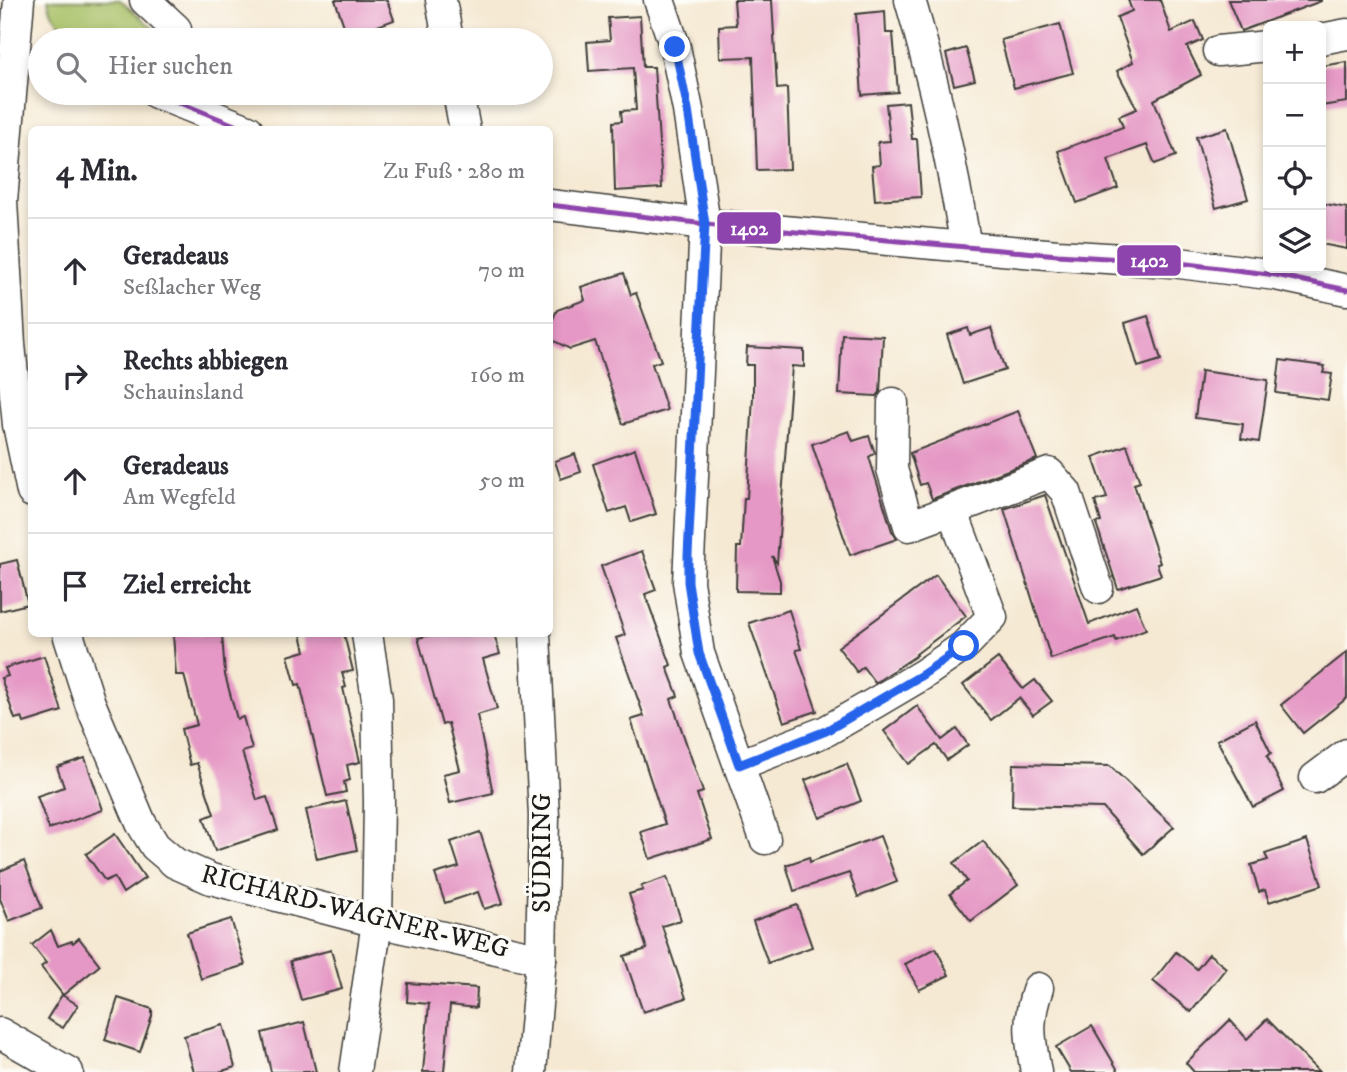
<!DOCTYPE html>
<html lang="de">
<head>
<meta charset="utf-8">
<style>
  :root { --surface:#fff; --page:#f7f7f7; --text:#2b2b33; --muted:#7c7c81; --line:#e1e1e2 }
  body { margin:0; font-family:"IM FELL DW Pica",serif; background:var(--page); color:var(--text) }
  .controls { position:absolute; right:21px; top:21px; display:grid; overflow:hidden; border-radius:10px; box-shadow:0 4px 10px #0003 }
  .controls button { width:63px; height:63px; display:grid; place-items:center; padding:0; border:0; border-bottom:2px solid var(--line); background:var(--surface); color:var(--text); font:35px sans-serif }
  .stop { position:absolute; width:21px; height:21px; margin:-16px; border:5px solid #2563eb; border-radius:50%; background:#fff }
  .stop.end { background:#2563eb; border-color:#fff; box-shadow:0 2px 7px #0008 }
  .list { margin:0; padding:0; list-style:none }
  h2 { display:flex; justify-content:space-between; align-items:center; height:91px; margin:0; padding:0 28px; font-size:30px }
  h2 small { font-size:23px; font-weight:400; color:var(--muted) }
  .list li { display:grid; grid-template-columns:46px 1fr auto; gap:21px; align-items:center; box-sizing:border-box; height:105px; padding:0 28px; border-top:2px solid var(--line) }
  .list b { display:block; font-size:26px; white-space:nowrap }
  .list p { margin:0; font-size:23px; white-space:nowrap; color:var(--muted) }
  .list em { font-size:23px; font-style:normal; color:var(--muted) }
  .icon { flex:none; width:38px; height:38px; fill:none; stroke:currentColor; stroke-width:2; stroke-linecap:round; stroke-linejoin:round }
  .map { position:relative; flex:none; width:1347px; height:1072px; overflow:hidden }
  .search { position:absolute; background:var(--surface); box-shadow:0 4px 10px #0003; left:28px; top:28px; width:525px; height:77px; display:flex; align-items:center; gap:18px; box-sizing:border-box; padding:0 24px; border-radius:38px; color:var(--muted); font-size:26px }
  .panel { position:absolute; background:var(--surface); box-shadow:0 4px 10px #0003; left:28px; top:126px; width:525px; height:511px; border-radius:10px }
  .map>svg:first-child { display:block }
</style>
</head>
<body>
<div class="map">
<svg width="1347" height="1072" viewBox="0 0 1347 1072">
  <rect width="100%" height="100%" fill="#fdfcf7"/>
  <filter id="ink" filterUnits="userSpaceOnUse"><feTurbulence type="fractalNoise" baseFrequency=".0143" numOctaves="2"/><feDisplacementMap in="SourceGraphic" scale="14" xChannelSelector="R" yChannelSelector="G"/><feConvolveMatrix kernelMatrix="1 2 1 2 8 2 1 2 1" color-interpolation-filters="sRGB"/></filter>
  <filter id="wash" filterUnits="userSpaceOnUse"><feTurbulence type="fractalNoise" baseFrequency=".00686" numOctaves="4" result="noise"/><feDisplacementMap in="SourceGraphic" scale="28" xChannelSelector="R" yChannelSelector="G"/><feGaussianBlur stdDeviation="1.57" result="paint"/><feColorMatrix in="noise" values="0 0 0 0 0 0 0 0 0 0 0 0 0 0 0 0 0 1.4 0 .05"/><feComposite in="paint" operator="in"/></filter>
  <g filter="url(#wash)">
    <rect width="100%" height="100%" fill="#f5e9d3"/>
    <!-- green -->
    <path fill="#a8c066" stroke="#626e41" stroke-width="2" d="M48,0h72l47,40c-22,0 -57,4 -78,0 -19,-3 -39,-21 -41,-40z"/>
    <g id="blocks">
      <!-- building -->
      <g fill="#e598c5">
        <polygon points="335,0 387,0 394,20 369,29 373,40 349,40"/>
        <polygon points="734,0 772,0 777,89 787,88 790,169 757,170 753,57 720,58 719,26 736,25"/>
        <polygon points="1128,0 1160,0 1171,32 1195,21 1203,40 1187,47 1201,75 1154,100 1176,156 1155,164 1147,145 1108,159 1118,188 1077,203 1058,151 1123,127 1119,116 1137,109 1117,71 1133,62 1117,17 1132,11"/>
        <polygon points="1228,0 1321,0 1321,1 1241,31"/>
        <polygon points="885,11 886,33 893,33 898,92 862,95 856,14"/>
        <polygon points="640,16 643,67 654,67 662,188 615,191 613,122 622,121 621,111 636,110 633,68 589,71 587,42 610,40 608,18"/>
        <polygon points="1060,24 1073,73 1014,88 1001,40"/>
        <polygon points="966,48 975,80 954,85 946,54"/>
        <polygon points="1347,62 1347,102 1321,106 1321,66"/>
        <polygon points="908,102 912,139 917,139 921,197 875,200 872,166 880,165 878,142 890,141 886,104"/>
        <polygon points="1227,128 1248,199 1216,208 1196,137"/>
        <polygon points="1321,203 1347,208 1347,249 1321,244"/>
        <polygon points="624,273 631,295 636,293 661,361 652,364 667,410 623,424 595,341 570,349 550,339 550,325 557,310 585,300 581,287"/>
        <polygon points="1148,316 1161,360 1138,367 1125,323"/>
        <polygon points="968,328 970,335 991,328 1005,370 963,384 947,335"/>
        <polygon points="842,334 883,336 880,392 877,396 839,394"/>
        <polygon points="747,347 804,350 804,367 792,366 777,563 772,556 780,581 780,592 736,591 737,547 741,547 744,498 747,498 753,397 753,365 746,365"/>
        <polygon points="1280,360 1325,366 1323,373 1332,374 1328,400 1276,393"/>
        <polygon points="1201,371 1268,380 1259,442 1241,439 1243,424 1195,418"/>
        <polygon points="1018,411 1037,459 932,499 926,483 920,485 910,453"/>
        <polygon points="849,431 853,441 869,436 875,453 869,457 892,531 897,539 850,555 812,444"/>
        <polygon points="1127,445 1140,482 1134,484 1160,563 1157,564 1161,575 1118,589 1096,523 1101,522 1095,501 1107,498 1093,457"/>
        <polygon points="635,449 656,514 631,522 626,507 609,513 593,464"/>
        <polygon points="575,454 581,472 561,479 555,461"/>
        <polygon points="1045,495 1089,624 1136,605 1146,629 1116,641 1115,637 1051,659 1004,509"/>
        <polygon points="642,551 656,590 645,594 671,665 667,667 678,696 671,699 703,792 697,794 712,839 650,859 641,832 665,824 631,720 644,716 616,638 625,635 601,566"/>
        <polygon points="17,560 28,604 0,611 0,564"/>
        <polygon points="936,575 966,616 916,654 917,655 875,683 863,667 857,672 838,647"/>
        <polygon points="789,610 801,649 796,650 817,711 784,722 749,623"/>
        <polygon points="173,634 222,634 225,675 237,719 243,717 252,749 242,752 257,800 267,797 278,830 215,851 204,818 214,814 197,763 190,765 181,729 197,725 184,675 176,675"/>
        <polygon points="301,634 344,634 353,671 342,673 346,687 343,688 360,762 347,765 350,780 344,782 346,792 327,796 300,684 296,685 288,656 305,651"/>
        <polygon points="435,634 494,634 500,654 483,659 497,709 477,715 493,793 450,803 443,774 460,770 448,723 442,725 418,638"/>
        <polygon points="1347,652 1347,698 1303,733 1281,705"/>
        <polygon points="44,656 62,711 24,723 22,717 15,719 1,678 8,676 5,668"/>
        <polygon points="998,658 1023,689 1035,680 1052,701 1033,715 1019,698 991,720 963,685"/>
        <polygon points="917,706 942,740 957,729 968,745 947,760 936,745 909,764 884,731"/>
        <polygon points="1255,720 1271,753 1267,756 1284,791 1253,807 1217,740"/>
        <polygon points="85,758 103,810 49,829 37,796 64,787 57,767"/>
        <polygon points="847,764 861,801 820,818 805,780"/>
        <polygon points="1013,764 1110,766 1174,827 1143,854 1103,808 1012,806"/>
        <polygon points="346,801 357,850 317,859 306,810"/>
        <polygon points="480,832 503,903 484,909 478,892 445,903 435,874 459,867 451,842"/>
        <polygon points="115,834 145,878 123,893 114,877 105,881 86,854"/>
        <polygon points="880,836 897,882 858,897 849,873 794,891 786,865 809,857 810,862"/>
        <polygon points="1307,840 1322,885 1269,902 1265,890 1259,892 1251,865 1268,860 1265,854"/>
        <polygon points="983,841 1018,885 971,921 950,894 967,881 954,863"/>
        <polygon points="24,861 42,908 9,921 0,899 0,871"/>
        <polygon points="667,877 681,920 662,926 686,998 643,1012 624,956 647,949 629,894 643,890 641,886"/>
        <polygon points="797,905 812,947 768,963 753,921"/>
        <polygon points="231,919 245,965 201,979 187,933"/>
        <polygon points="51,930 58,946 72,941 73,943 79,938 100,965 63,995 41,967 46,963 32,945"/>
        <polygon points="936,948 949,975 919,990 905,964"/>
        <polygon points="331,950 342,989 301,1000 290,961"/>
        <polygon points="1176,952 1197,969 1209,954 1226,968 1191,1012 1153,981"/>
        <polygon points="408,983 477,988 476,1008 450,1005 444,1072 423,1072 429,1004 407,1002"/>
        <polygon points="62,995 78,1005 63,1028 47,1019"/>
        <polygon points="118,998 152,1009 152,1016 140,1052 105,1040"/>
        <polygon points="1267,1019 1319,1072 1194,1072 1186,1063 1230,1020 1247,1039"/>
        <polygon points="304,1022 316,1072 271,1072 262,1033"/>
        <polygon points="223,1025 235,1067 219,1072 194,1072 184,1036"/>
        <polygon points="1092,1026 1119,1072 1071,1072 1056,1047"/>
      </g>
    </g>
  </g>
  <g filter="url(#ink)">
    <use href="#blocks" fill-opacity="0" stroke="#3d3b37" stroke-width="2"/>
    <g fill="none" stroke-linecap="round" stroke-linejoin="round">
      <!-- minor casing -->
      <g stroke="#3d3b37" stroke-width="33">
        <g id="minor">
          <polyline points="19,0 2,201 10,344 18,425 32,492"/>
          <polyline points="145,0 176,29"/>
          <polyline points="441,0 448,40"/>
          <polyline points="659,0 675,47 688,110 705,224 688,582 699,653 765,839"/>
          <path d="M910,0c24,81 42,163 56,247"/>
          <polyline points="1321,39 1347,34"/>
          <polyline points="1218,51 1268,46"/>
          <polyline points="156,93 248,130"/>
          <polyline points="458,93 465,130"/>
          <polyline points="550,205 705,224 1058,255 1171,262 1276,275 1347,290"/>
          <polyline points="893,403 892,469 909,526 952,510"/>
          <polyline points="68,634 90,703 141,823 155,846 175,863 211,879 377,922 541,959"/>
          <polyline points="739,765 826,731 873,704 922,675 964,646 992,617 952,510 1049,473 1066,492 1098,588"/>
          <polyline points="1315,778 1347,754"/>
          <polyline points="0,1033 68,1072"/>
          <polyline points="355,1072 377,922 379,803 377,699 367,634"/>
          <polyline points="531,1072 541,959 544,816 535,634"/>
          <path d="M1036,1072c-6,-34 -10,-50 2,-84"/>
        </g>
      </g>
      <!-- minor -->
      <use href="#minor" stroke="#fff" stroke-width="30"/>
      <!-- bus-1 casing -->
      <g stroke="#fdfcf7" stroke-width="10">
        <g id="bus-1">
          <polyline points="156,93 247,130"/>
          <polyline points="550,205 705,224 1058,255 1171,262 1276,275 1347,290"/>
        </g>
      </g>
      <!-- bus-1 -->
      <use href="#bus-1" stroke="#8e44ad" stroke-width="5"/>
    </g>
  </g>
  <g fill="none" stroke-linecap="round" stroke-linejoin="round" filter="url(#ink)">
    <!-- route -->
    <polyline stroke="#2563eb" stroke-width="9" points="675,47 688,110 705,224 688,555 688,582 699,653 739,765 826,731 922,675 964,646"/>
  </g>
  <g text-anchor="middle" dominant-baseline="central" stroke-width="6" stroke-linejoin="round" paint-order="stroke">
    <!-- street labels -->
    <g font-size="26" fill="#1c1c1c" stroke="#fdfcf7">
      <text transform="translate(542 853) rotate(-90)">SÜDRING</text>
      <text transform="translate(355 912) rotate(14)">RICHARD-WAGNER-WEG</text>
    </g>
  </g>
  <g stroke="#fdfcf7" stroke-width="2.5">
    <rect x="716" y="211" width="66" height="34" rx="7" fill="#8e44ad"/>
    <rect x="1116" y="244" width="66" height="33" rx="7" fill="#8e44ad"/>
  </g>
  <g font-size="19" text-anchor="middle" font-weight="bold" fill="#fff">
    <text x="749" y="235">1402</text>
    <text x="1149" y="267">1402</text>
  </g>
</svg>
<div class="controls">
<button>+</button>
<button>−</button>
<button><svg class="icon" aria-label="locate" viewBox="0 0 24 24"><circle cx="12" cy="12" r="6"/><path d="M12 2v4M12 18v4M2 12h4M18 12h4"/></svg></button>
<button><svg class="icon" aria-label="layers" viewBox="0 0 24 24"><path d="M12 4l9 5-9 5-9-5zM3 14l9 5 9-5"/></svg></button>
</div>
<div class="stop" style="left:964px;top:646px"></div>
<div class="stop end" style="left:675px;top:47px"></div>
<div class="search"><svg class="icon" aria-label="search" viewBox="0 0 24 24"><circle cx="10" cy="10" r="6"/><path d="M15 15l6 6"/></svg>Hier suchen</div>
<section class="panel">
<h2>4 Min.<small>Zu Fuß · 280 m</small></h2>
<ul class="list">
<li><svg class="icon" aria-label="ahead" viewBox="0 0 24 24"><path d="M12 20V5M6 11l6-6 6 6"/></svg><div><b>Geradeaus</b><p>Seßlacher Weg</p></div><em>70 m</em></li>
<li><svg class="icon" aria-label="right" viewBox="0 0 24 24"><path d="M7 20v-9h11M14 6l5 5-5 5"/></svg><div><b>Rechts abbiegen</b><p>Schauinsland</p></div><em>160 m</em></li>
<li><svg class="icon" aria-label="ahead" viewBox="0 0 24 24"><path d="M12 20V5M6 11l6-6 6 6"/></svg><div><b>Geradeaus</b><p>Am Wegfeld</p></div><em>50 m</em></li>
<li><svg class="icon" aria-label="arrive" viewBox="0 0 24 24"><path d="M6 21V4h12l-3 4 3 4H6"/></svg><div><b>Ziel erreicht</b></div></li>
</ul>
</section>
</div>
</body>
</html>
================================
Assignment:
If a line above includes the string "transform", pick it out.

Output below:
      <text transform="translate(542 853) rotate(-90)">SÜDRING</text>
      <text transform="translate(355 912) rotate(14)">RICHARD-WAGNER-WEG</text>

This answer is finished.